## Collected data

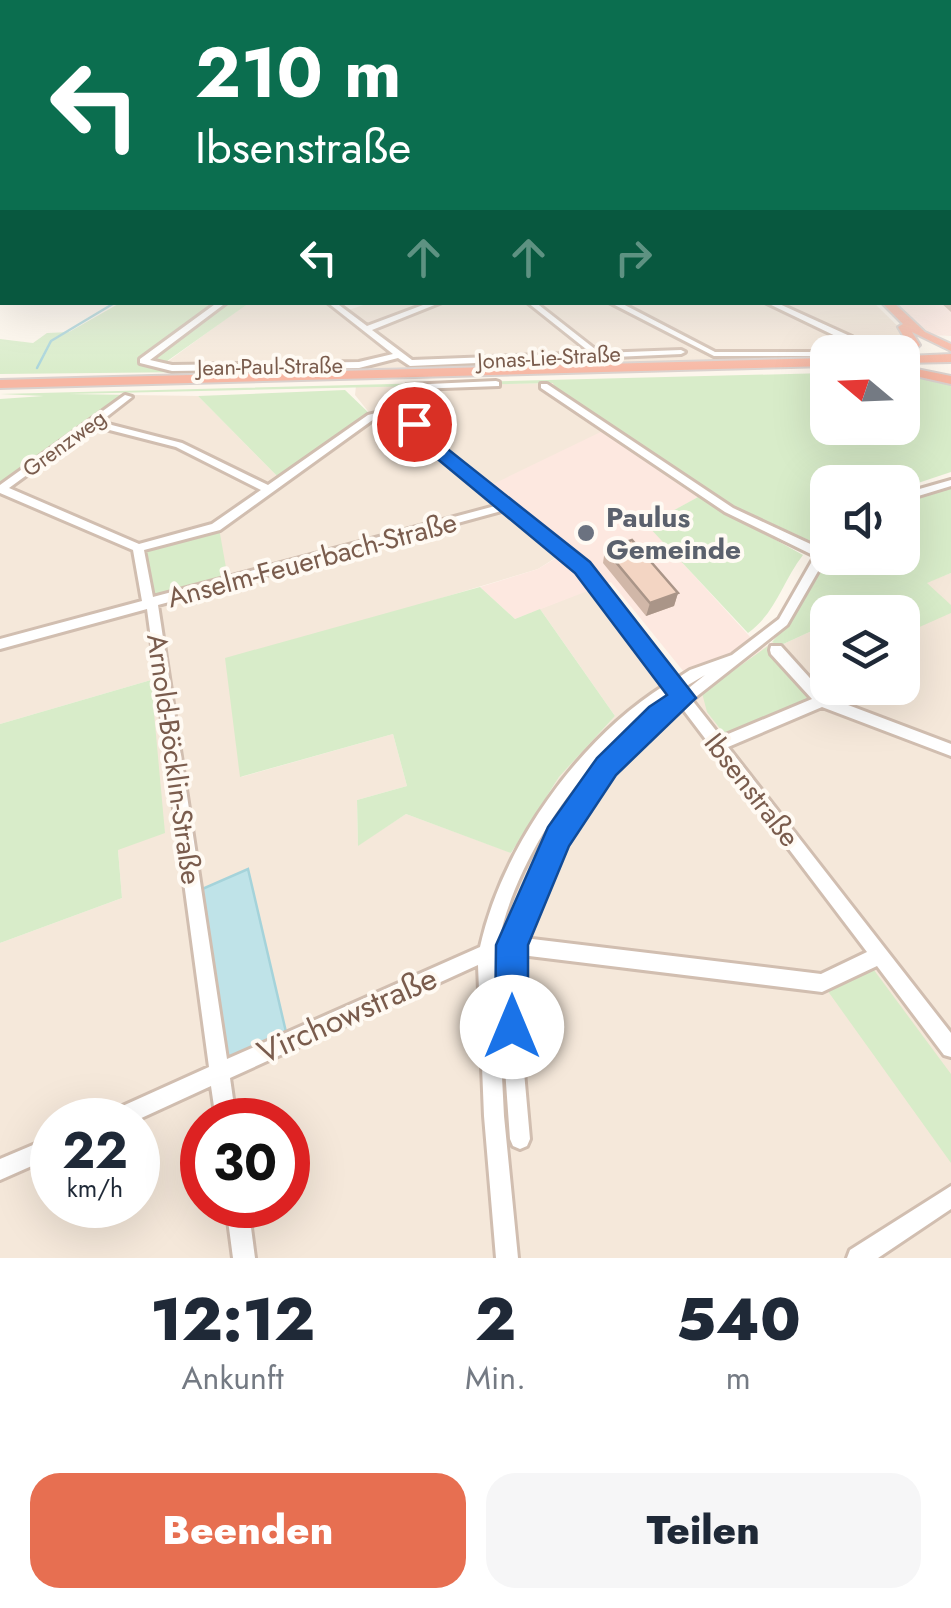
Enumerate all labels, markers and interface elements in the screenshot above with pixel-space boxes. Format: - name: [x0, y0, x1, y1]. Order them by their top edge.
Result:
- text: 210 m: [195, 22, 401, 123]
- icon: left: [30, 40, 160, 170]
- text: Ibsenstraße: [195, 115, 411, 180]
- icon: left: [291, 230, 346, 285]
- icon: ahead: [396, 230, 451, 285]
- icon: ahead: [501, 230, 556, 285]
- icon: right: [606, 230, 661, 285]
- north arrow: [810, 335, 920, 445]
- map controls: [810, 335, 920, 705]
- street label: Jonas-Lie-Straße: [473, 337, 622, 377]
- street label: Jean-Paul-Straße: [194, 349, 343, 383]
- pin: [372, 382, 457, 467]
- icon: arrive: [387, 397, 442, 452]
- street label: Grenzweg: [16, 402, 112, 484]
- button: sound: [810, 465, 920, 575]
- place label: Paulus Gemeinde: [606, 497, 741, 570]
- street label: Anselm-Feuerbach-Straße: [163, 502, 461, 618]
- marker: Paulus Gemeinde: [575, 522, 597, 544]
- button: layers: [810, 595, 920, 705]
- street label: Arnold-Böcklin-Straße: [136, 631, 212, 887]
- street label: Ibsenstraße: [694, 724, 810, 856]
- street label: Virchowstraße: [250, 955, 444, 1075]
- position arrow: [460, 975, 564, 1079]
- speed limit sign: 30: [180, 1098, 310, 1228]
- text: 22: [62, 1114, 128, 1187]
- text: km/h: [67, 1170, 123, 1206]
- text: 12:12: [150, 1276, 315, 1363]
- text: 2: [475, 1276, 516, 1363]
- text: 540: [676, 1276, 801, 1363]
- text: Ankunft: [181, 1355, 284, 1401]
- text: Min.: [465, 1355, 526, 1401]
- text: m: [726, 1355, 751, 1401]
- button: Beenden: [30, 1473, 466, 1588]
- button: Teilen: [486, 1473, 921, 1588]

## TASK INSTRUCTIONS
Each entry above must be repeated word for word, minus its images.

## ANSWER BELOW
Enumerate all labels, markers and interface elements in the screenshot above with pixel-space boxes. Format: - name: [x0, y0, x1, y1]. Order them by their top edge.
Result:
- text: 210 m: [195, 22, 401, 123]
- icon: left: [30, 40, 160, 170]
- text: Ibsenstraße: [195, 115, 411, 180]
- icon: left: [291, 230, 346, 285]
- icon: ahead: [396, 230, 451, 285]
- icon: ahead: [501, 230, 556, 285]
- icon: right: [606, 230, 661, 285]
- north arrow: [810, 335, 920, 445]
- map controls: [810, 335, 920, 705]
- street label: Jonas-Lie-Straße: [473, 337, 622, 377]
- street label: Jean-Paul-Straße: [194, 349, 343, 383]
- pin: [372, 382, 457, 467]
- icon: arrive: [387, 397, 442, 452]
- street label: Grenzweg: [16, 402, 112, 484]
- button: sound: [810, 465, 920, 575]
- place label: Paulus Gemeinde: [606, 497, 741, 570]
- street label: Anselm-Feuerbach-Straße: [163, 502, 461, 618]
- marker: Paulus Gemeinde: [575, 522, 597, 544]
- button: layers: [810, 595, 920, 705]
- street label: Arnold-Böcklin-Straße: [136, 631, 212, 887]
- street label: Ibsenstraße: [694, 724, 810, 856]
- street label: Virchowstraße: [250, 955, 444, 1075]
- position arrow: [460, 975, 564, 1079]
- speed limit sign: 30: [180, 1098, 310, 1228]
- text: 22: [62, 1114, 128, 1187]
- text: km/h: [67, 1170, 123, 1206]
- text: 12:12: [150, 1276, 315, 1363]
- text: 2: [475, 1276, 516, 1363]
- text: 540: [676, 1276, 801, 1363]
- text: Ankunft: [181, 1355, 284, 1401]
- text: Min.: [465, 1355, 526, 1401]
- text: m: [726, 1355, 751, 1401]
- button: Beenden: [30, 1473, 466, 1588]
- button: Teilen: [486, 1473, 921, 1588]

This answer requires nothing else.